Accommodation Association CEO Dean Long points out: “The Federal Government has already recognised the need to support skilled aviation workers as part of ensuring Australia’s tourism industry can recover quickly. The facts are that we need similar support for our accommodation professionals to ensure we deliver the same quality of experience on the ground as in the sky.”
We have done everything we can and then some to get through this. We have reduced head counts by over 50 percent and we continue to invest millions of dollars each month to ensure our world class hotels will be able to support Australia’s recovery. Yet it is not enough.
“Without international travel, Sydney and Melbourne properties especially in the CBD are heartbreakingly empty.
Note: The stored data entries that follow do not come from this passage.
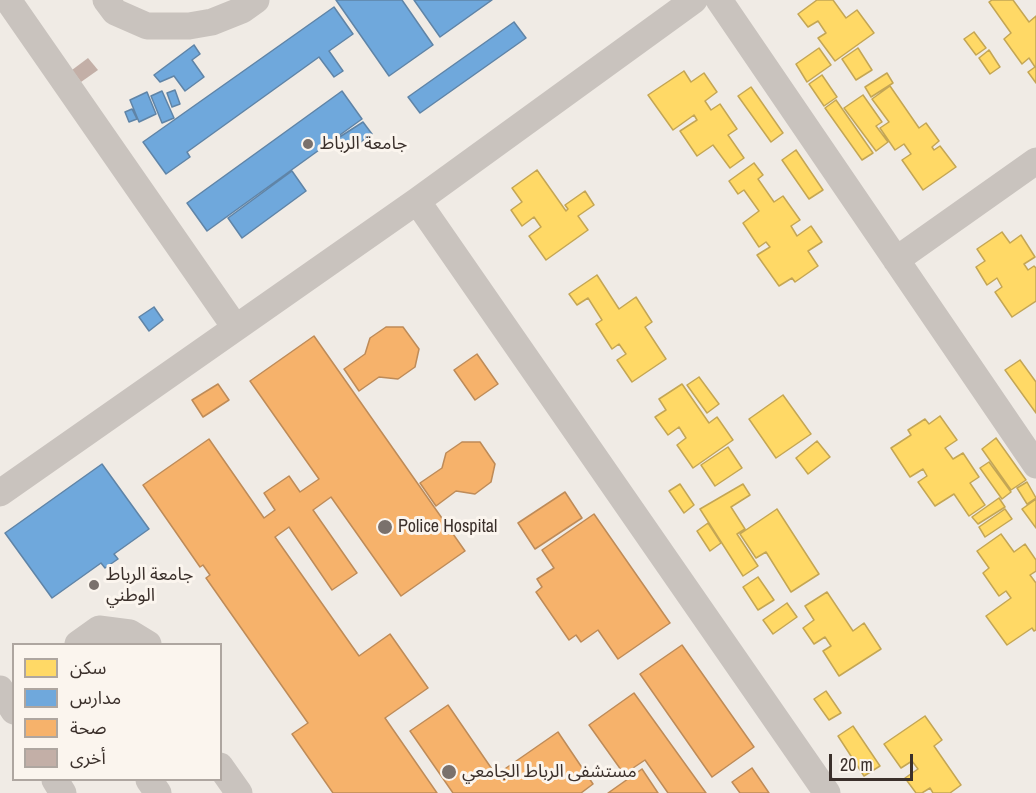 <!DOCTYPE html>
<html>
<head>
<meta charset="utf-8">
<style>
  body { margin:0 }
  #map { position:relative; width:1036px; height:793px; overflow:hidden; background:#f0ebe5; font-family:"Archivo Narrow","Noto Sans Arabic",sans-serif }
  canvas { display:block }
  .legend { position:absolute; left:12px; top:643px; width:210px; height:138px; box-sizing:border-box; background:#fbf5ee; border:2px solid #aea6a0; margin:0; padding:8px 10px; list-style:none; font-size:18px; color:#3b302b }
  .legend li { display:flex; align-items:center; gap:12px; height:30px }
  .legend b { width:30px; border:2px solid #aea6a0 }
  .scale { position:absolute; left:829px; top:754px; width:84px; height:27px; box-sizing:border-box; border:3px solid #3b302b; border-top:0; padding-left:8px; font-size:18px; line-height:21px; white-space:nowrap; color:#3b302b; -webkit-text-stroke:4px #fbf5ee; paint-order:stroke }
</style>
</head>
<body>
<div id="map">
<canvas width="1036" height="793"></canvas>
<ul class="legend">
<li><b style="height:16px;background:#ffd966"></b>سكن</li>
<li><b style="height:16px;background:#6fa8dc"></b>مدارس</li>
<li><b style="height:16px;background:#f6b26b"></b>صحة</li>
<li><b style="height:16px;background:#c3afa7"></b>أخرى</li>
</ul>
<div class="scale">20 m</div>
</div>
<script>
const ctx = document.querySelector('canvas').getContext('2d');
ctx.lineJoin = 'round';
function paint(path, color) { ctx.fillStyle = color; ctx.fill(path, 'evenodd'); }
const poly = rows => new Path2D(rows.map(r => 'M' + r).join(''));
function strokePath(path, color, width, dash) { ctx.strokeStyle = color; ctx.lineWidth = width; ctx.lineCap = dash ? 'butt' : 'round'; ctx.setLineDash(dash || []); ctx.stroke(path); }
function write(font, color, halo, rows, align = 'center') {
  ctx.font = font + ' "Archivo Narrow","Noto Sans Arabic",sans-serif'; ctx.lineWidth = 6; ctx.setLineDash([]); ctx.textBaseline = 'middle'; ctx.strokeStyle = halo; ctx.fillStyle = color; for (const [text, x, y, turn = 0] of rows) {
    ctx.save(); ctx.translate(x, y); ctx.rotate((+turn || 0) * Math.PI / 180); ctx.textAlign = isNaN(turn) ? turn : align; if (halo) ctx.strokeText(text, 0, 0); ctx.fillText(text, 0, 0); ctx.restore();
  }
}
const homes = poly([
  [817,0,833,0,846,18,857,10,874,33,835,61,818,38,826,33,818,21,808,27,798,14,817,0],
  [992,0,1013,0,1029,22,1036,16,1036,83,1028,72,1035,67,1029,58,1022,64,1004,39,1011,33,989,2,992,0],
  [974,32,986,48,976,55,964,39,974,32],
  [819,48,831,65,807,82,796,64,819,48],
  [858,48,872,70,856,80,842,59,858,48],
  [989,50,1000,67,990,74,979,58,989,50],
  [684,71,691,82,704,73,717,92,705,101,711,110,720,104,737,129,728,135,744,158,730,168,713,145,697,156,680,131,697,120,694,115,673,130,648,95,684,71],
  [887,73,893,83,871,97,865,87,887,73],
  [822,75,837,97,824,106,809,84,822,75],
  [890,86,919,128,926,123,939,141,932,147,934,150,940,146,956,167,923,190,902,160,911,154,904,144,895,150,880,128,889,122,872,99,890,86],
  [751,87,783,133,771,142,738,96,751,87],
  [863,95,882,122,876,126,888,142,876,151,844,108,863,95],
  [836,100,873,153,862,160,825,108,836,100],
  [796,150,823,190,809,199,782,160,796,150],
  [754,163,763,175,758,179,774,202,783,196,800,220,791,226,797,236,811,226,822,242,808,251,818,266,795,282,792,278,779,286,757,255,770,247,766,242,759,247,743,223,759,211,744,190,738,194,729,181,754,163],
  [537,170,566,211,568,209,565,205,585,191,594,205,578,216,588,230,546,260,529,236,541,227,534,217,522,226,511,210,522,202,512,188,537,170],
  [1002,232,1010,243,1021,235,1035,257,1024,264,1028,270,1034,266,1036,268,1036,301,1012,317,995,292,1002,287,997,278,987,285,976,267,985,261,977,249,1002,232],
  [597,275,619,309,636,297,652,322,645,327,666,359,632,382,617,360,626,354,619,344,612,349,596,324,602,320,588,298,577,305,569,294,597,275],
  [1020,360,1036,382,1036,413,1005,370,1020,360],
  [699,377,719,404,707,413,687,385,699,377],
  [682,384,709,423,717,417,733,440,693,468,677,445,686,438,679,427,668,435,655,417,666,410,659,399,682,384],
  [783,395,811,434,776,458,749,419,783,395],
  [940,416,957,440,945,448,953,459,963,453,979,477,970,483,985,505,969,516,954,494,935,506,918,482,927,476,923,469,910,477,891,448,911,435,908,430,925,419,929,424,940,416],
  [996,438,1026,480,1011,490,982,449,996,438],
  [817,441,830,457,808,474,796,458,817,441],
  [728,447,742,468,715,486,701,465,728,447],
  [989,462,1011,492,1002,499,980,468,989,462],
  [1027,482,1036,498,1027,504,1017,488,1027,482],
  [680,484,694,505,684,513,669,491,680,484],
  [743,484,750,495,731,507,745,529,737,534,758,566,743,576,700,509,743,484],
  [999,498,1005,507,978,524,972,517,999,498],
  [1036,499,1036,528,1022,509,1036,499],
  [777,509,819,574,791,592,766,552,756,558,740,534,777,509],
  [1005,509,1012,519,985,537,979,527,1005,509],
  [708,523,721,543,710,551,697,531,708,523],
  [1001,534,1014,552,1025,544,1036,560,1036,571,1030,575,1036,583,1036,630,1034,631,1032,628,1007,645,986,616,1011,598,1006,591,999,596,983,573,989,568,977,551,1001,534],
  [758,577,774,600,758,610,743,587,758,577],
  [827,592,853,631,864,623,881,649,839,676,823,651,831,646,825,637,814,644,803,628,814,620,805,606,827,592],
  [787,603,797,617,773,634,763,620,787,603],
  [826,691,841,713,829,720,814,699,826,691],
  [925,716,942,740,934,746,961,785,950,793,933,793,930,788,922,793,916,793,905,778,918,769,912,761,901,768,884,744,925,716],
  [853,726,880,766,864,776,838,736,853,726]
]);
paint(homes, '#ffd966');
strokePath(homes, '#c4a654', 1.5);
const schools = poly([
  [336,0,402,0,433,45,389,76,336,0],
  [414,0,492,0,440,37,414,0],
  [334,7,353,34,329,51,343,71,334,77,319,57,187,152,190,157,166,174,143,142,334,7],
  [514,22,526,38,420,113,408,97,514,22],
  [194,45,200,54,192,60,204,77,185,91,174,76,160,82,154,75,194,45],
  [175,90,180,104,172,107,167,93,175,90],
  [162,91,174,118,162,123,151,96,162,91],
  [342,91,362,119,207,231,187,203,342,91],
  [147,92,156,114,139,122,130,100,147,92],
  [132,109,137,119,129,122,125,112,132,109],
  [363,122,372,134,344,154,335,140,363,122],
  [292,171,306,191,242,238,228,218,292,171],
  [154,307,163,320,149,331,139,317,154,307],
  [102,464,149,529,114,554,118,559,105,568,101,563,52,598,5,533,102,464]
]);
paint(schools, '#6fa8dc');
strokePath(schools, '#5f84a7', 1.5);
const health = poly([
  [386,327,403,327,419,349,415,367,398,379,379,377,359,391,344,369,365,354,370,338,386,327],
  [314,336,465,551,401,596,331,497,313,510,357,573,332,590,289,527,275,537,359,656,390,634,428,688,385,718,437,793,333,793,292,734,308,723,206,578,210,575,203,565,200,567,143,485,209,439,264,518,275,510,264,493,289,476,300,492,319,479,250,381,314,336],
  [477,354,498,384,475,400,454,370,477,354],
  [218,384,229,400,203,417,192,400,218,384],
  [462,442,480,442,495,464,491,482,475,494,456,491,436,506,420,483,442,468,446,453,462,442],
  [565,492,582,518,535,549,518,523,565,492],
  [594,514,670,623,618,659,598,630,581,642,576,635,569,640,536,592,542,587,537,579,554,568,542,550,594,514],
  [682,645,754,747,712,777,640,674,682,645],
  [634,693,706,793,668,793,645,760,624,774,589,725,634,693],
  [448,705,496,775,558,732,593,784,581,793,453,793,410,731,448,705],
  [752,768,769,793,740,793,732,782,752,768],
  [642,769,658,793,608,793,642,769]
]);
paint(health, '#f6b26b');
strokePath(health, '#be8b58', 1.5);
paint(poly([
  [88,58,98,70,81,82,72,70]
]), '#c3afa7');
strokePath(poly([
  [8,0,235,327],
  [106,0,115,12,147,26,189,26,212,22,242,10,256,0],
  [719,0,1036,465],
  [417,201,827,793],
  [896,260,1036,161],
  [0,493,417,201,694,0],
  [78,644,99,629,130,633,148,644],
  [0,689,14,711],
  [220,766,239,793],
  [55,780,63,793],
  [149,780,158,793]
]), '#c9c3be', 27);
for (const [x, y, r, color] of [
  [308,144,6,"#7a716c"],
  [385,527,8,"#7a716c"],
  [94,585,6,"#7a716c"],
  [449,772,8,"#7a716c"]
]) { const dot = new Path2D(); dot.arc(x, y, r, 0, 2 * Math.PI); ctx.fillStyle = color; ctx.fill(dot); strokePath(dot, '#fbf5ee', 2); }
write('18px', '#3b302b', '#fbf5ee', [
  ["جامعة الرباط",320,144],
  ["Police Hospital",398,527],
  ["جامعة الرباط",106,575],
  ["الوطني",106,596],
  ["مستشفى الرباط الجامعي",462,772]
], 'left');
</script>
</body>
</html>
We urgently need $270 million from the $1.2 billion Tourism and Aviation package reallocated to support the 18,000 internationally impacted professional accommodation employees in Sydney and Melbourne.
“We have asked to meet with Prime Minister Scott Morrison and Treasurer Josh Frydenberg and, given the economic contribution of our sector and our pressing need, we are hopeful of support.”
The letter is signed by Marriott International, Accor, InterContinental Hotels Group, Wyndham Vacation Clubs, BWH Hotel Group, TFE Hotels, Hilton, The Star Entertainment Group, Tall Timbers Tasmania, Ovolo Hotels Australia, Lancemore Group, Ascott/Quest Apartment Hotels, Crystalbrook Collection Hotels & Resorts, EVENT Hospitality & Entertainment Ltd, Crown Sydney and Crown Hotels, Classic Holidays, Hyatt Hotels & Resorts, Jackalope Hotels, Choice Hotels Asia-Pacfic, Tourism Accommodation Australia and Accommodation Australia.